In the last decade, Digital Libraries have achieved a fundamental role in our knowledge-based society, especially in the context of “scientific research.” In this context, the novel multidisciplinary forms of research and the need for immediate and contemporary access to heterogeneous and independently grown content, brought up new and challenging requirements for DLs. DLs evolved from stand-alone systems supporting data storage and provision for the users of one organization, to possibly very-large, cross-domain, cross-organization DL systems tailored to serve continuously evolving needs. In general terms, these new generation of Research DLs (RDLs) are requested to provide user communities with (a) a wealth of content aggregated from existing knowledge providers such as libraries, museum, data archives, and any knowledge repository; and (b) the dynamically evolving applications they need to accomplish their tasks (study, work, leisure) by processing, exploring, accessing and interacting with such content.
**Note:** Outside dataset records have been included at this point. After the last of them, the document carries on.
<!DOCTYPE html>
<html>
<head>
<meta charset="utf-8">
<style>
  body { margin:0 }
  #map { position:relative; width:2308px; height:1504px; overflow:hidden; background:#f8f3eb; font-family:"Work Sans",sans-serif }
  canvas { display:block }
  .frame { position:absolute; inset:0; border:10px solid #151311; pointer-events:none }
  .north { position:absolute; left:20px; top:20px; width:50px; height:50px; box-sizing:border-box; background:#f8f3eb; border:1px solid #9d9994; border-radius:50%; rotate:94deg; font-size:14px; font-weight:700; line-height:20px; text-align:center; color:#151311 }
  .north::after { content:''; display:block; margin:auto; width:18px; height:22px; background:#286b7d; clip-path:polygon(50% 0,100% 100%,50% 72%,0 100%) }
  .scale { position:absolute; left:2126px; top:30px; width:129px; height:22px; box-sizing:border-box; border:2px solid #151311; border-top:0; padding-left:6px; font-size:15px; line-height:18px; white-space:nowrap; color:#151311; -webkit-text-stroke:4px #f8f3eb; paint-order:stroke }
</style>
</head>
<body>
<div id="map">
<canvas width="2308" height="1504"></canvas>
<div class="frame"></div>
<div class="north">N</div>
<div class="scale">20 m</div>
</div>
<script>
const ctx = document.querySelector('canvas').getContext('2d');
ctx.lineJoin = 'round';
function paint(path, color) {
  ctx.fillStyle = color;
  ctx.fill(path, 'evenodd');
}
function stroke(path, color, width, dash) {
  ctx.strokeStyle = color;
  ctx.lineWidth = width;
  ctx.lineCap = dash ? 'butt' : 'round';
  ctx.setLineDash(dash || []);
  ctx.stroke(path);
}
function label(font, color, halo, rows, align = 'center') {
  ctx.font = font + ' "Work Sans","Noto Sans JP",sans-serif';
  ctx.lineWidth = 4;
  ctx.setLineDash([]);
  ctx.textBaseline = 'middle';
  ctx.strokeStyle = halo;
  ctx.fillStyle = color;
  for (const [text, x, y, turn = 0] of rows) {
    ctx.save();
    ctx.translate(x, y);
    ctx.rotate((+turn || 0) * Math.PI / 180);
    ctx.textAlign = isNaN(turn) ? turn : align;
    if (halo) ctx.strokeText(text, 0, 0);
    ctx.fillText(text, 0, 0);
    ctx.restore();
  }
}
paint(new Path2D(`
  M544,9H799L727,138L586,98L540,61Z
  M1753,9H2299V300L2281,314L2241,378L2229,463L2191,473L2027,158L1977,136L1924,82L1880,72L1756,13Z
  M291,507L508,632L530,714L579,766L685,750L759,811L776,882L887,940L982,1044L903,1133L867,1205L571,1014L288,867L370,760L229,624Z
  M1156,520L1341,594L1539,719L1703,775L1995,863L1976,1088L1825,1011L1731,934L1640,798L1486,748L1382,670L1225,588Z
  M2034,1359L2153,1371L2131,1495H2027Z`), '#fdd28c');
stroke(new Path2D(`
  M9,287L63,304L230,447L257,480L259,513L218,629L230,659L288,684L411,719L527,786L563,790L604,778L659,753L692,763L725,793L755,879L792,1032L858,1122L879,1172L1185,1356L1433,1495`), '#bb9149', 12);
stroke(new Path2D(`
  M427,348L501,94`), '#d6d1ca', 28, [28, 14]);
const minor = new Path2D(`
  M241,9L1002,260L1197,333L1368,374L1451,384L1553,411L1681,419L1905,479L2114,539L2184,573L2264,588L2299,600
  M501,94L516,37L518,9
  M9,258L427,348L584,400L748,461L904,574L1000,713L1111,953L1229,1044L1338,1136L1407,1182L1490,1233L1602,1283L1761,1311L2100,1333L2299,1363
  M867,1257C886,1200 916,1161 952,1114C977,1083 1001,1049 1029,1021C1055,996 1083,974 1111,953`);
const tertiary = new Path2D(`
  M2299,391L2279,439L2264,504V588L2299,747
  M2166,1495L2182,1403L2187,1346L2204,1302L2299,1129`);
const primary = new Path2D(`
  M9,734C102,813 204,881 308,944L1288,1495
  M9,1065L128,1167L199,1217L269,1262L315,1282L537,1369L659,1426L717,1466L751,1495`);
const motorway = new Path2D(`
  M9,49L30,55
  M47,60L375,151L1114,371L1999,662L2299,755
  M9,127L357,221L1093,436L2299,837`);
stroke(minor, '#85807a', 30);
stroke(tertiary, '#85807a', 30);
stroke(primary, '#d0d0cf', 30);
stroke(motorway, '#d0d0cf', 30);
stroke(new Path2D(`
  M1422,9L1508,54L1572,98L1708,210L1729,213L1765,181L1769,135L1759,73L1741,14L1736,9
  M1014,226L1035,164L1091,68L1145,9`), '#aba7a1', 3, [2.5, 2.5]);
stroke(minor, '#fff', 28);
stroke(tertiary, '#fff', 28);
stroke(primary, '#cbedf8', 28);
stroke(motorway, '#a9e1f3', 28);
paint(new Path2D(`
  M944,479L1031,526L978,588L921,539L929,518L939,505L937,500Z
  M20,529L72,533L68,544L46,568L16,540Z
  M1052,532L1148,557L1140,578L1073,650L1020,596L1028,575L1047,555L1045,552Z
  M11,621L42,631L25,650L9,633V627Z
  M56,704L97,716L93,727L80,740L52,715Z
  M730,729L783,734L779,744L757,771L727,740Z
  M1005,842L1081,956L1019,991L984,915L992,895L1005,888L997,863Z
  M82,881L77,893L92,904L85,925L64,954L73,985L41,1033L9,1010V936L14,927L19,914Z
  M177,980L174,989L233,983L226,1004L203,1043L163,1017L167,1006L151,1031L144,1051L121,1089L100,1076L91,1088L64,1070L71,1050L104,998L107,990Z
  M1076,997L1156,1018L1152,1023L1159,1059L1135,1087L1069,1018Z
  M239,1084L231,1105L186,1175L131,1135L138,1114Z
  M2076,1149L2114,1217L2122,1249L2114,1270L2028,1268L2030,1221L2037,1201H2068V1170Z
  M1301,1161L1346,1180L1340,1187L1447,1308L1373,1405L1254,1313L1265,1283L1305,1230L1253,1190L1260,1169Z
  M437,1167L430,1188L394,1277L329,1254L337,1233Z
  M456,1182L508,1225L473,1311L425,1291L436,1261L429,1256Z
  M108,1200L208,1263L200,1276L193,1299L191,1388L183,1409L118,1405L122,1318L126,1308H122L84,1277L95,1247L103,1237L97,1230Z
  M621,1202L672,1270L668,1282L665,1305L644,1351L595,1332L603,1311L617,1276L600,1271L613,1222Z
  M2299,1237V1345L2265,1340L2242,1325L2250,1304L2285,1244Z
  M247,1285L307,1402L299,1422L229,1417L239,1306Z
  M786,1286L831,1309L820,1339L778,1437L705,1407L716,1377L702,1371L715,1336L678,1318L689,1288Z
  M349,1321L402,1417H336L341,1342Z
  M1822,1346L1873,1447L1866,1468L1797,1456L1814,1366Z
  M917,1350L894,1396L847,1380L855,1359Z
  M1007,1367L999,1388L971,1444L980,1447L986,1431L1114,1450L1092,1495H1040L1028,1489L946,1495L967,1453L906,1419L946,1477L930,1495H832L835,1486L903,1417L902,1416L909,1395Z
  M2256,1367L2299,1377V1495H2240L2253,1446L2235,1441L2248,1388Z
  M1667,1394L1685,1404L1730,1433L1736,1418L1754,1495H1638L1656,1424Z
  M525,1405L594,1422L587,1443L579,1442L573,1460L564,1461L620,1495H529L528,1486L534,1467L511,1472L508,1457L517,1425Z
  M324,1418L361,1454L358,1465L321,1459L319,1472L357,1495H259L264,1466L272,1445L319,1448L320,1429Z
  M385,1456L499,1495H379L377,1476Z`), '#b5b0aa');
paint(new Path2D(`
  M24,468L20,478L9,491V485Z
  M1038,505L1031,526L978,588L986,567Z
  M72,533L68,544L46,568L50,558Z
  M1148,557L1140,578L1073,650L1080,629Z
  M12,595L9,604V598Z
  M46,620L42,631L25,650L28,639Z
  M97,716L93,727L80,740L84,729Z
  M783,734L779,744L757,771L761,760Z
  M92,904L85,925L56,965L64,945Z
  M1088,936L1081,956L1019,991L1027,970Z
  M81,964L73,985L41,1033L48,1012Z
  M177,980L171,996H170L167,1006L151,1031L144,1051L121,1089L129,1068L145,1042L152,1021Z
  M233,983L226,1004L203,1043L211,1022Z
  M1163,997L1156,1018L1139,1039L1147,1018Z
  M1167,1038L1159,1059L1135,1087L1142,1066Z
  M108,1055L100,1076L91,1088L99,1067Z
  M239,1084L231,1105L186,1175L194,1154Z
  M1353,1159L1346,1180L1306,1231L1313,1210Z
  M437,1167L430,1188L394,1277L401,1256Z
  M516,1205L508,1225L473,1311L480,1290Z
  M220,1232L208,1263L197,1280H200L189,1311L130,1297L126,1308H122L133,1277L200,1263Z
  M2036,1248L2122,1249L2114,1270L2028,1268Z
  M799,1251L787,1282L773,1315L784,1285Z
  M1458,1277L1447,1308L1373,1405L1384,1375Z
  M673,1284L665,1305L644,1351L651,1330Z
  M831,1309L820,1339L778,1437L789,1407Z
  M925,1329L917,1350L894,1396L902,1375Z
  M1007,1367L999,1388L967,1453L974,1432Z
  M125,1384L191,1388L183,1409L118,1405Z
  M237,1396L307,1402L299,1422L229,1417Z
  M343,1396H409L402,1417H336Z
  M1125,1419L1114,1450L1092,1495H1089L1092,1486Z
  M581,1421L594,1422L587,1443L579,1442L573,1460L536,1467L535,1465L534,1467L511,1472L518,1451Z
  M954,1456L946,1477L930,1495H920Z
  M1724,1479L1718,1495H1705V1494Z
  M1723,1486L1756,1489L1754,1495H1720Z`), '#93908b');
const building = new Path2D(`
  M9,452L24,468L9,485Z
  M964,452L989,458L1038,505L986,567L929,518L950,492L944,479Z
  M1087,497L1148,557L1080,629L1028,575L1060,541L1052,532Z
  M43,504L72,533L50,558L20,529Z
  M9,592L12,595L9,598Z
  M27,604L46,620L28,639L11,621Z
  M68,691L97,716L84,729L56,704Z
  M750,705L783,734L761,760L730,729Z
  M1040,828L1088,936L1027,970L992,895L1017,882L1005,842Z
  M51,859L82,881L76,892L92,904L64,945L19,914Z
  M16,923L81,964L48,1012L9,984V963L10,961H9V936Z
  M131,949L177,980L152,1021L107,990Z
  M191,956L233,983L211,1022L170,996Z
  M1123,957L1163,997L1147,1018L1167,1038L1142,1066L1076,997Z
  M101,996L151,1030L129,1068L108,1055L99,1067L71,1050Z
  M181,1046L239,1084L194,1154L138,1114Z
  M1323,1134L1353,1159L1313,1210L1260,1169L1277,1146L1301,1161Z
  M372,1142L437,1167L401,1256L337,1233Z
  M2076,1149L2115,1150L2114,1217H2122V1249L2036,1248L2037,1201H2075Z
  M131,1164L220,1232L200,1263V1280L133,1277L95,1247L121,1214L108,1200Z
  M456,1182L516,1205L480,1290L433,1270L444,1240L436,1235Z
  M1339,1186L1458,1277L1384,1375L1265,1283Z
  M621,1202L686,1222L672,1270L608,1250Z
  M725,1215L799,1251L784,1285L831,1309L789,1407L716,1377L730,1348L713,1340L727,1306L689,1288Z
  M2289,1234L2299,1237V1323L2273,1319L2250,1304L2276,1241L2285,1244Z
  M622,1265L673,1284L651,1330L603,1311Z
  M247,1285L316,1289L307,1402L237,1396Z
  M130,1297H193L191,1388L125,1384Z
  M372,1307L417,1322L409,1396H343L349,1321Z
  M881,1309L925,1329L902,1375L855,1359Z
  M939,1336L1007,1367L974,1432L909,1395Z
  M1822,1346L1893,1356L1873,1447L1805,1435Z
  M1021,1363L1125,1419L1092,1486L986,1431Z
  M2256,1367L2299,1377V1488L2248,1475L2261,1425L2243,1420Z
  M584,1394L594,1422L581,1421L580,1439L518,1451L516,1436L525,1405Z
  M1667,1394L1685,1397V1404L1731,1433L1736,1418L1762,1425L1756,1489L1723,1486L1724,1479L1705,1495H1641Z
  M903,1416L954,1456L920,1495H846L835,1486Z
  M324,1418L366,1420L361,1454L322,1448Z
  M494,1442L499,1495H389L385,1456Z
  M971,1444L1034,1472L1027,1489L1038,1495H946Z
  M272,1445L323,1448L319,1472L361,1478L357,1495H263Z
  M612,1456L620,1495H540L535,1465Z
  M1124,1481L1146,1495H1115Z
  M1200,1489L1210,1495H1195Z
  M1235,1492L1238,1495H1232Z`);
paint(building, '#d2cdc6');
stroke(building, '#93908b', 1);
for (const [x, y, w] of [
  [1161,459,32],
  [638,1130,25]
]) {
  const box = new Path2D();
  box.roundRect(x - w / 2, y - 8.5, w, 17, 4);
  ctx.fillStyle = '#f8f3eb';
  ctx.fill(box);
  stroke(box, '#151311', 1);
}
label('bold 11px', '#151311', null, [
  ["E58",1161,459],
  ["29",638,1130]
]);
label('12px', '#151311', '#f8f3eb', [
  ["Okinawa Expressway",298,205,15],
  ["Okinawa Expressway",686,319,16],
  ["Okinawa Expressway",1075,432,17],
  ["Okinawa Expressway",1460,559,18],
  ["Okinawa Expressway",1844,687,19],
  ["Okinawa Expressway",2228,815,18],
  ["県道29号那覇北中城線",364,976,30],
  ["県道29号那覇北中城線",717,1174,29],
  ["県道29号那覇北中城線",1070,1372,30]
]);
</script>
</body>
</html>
Traditional DL development approaches based on from-scratch realization of the entire system proved to be unsuitable. In such scenarios, the costs of design, development, administration and maintenance (e.g., refinement, adaptation to evolution) tend to be not sustainable for organizations responsible of the resulting RDLs (Manghi, Mikulicic, Candela, Castelli, & Pagano, Realizing and Maintaining Aggregative Digital Library Systems: D-NET Software Toolkit and OAIster System, 2010), which are often faced with the trade-off between user satisfaction and lack of funding required to satisfy them.